Unless I've confused myself badly (always possible!), I think either's fine here. The | version just takes out a factor that'll be common to all hypotheses: [p(e+) / p(e-)]. (since p(Tk & e+) ≡ p(Tk | e+) * p(e+))
Since we'll renormalise, common factors don't matter. Using the | version felt right to me at the time, but whatever allows clearer thinking is the way forward.
Taking your last point first: I entirely agree on that. Most of my other points were based on the implicit assumption that readers of your post don't think something like "It's directly clear that 9 OOM will almost certainly be enough, by a similar argument".
Certainly if they do conclude anything like that, then it's going to massively drop their odds on 9-12 too. However, I'd still make an argument of a similar form: for some people, I expect that argument may well increase the 5-8 range more (than proportionately) than the 1-4 range.
On (1), I agree that the same goes for pretty-much any argument: that's why it's important. If you update without factoring in (some approximation of) your best judgement of the evidence's impact on all hypotheses, you're going to get the wrong answer.
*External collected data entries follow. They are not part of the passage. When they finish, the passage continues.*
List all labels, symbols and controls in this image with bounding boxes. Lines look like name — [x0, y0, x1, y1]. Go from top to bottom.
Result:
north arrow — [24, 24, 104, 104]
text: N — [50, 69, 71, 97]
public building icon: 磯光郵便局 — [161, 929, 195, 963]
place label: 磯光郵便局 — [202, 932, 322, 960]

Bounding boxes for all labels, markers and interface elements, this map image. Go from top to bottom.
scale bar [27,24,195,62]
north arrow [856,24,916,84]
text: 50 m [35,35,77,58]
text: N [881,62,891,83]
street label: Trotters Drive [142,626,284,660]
This will depend highly on your underlying model.
On the information content of the post, I'd say it's something like "12 OOMs is probably enough (without things needing to scale surprisingly well)". My credence for low OOM values is mostly based on worlds where things scale surprisingly well.
But this is a bit weird; my post didn't talk about the <7 range at all, so why would it disproportionately rule out stuff in that range?
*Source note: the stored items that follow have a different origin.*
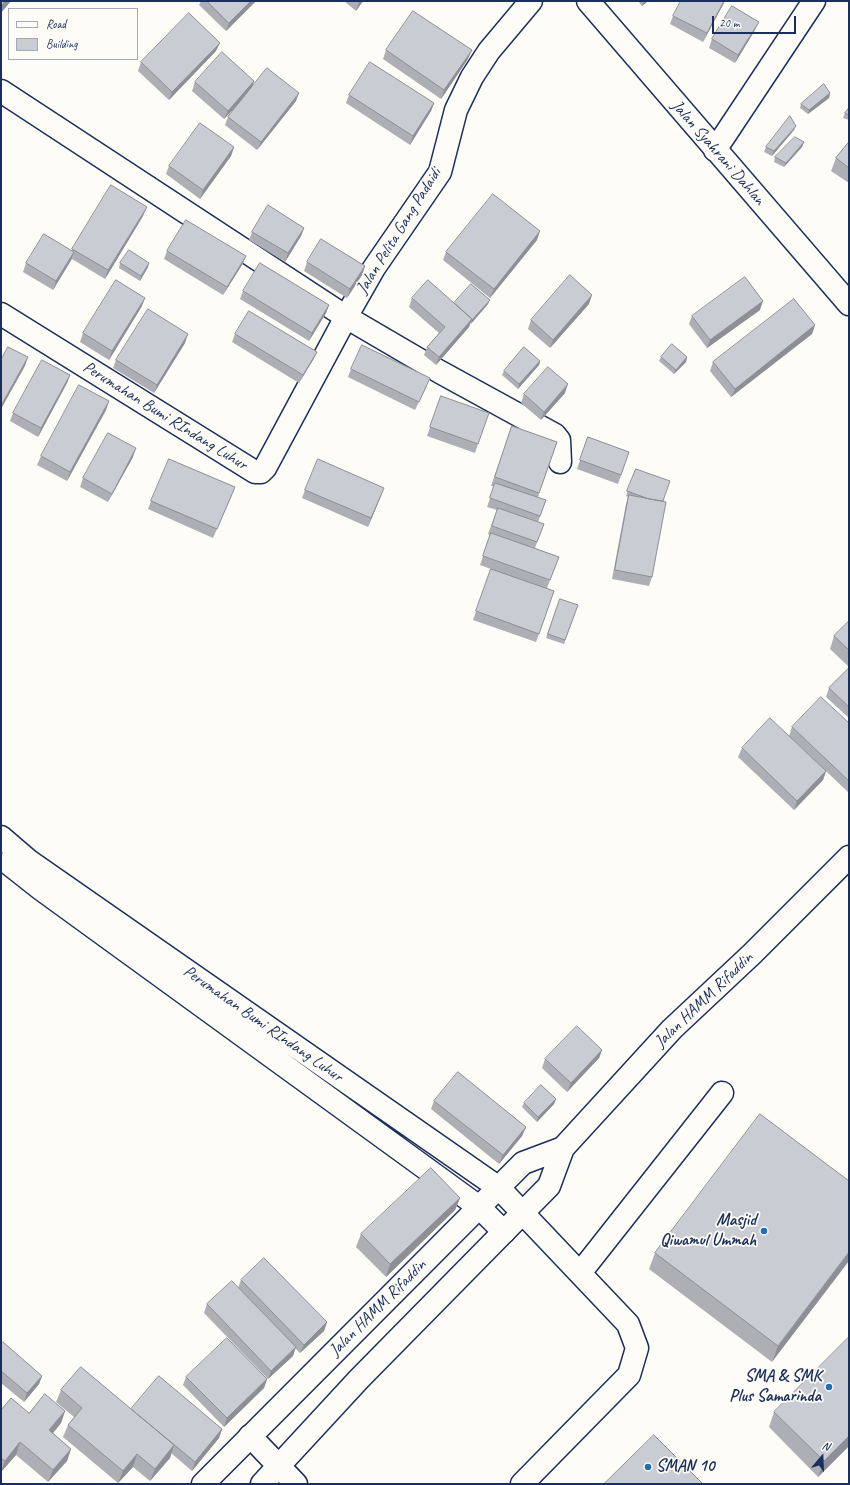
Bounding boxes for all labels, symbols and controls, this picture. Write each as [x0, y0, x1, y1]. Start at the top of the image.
legend [8, 8, 138, 60]
scale bar [714, 8, 798, 34]
text: 20 m [719, 15, 739, 31]
text: Road [46, 16, 66, 32]
text: Building [46, 36, 78, 52]
street label: Jalan Syahrani Dahlan [667, 96, 769, 210]
street label: Jalan Pelita Gang Padaidi [352, 164, 446, 298]
street label: Perumahan Bumi RIndang Luhur [79, 357, 251, 475]
street label: Jalan HAMM Rifaddin [651, 948, 757, 1052]
street label: Perumahan Bumi RIndang Luhur [179, 961, 347, 1087]
place label: Masjid Qiwamul Ummah [660, 1211, 756, 1251]
marker: Masjid Qiwamul Ummah [759, 1226, 769, 1236]
street label: Jalan HAMM Rifaddin [325, 1255, 431, 1361]
place label: SMA & SMK Plus Samarinda [729, 1367, 821, 1407]
marker: SMA & SMK Plus Samarinda [824, 1382, 834, 1392]
north arrow [802, 1437, 842, 1477]
text: N [820, 1438, 831, 1453]
place label: SMAN 10 [656, 1457, 714, 1477]
marker: SMAN 10 [643, 1462, 653, 1472]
I don't think this is weird. What matters isn't what the post talks about directly - it's the impact of the evidence provided on the various hypotheses. There's nothing inherently weird about evidence increasing our credence in [TAI by +10OOM] and leaving our credence in [TAI by +3OOM] almost unaltered (quite plausibly because it's not too relevant to the +3OOM case).
Compare the 1-2-3 coins example: learning y tells you nothing about the value of x. It's only ruling out any part of the 1 outcome in the sense that it maintains [x_heads & something independent is heads], and rules out [x_heads & something independent is tails]. It doesn't need to talk about x to do this.
You can do the same thing with the TAI first at k OOM case - call that Tk. Let's say that your post is our evidence e and that e+ stands for [e gives a compelling argument against T13+].Updating on e+ you get the following for each k:Initial hypotheses: [Tk & e+], [Tk & e-]Final hypothesis: [Tk & e+]
So what ends up mattering is the ratio p[Tk | e+] : p[Tk | e-]I'm claiming that this ratio is likely to vary with k.
Specifically, I'd expect T1 to be almost precisely independent of e+, while I'd expect T8 to be correlated. My reason on the T1 is that I think something radically unexpected would need to occur for T1 to hold, and your post just doesn't seem to give any evidence for/against that.I expect most people would change their T8 credence on seeing the post and accepting its arguments (if they've not thought similar things before). The direction would depend on whether they thought the post's arguments could apply equally well to ~8 OOM as 12.
Note that I am assuming the argument ruling out 13+ OOM is as in the post (or similar).If it could take any form, then it could be a more or less direct argument for T1.
Overall, I'd expect most people who agree with the post's argument to update along the following lines (but smoothly):T0 to Ta: low increase in credenceTa to Tb: higher increase in credenceTb+: reduced credence
with something like (0 < a < 6) and (4 < b < 13).I'm pretty sure a is going to be non-zero for many people.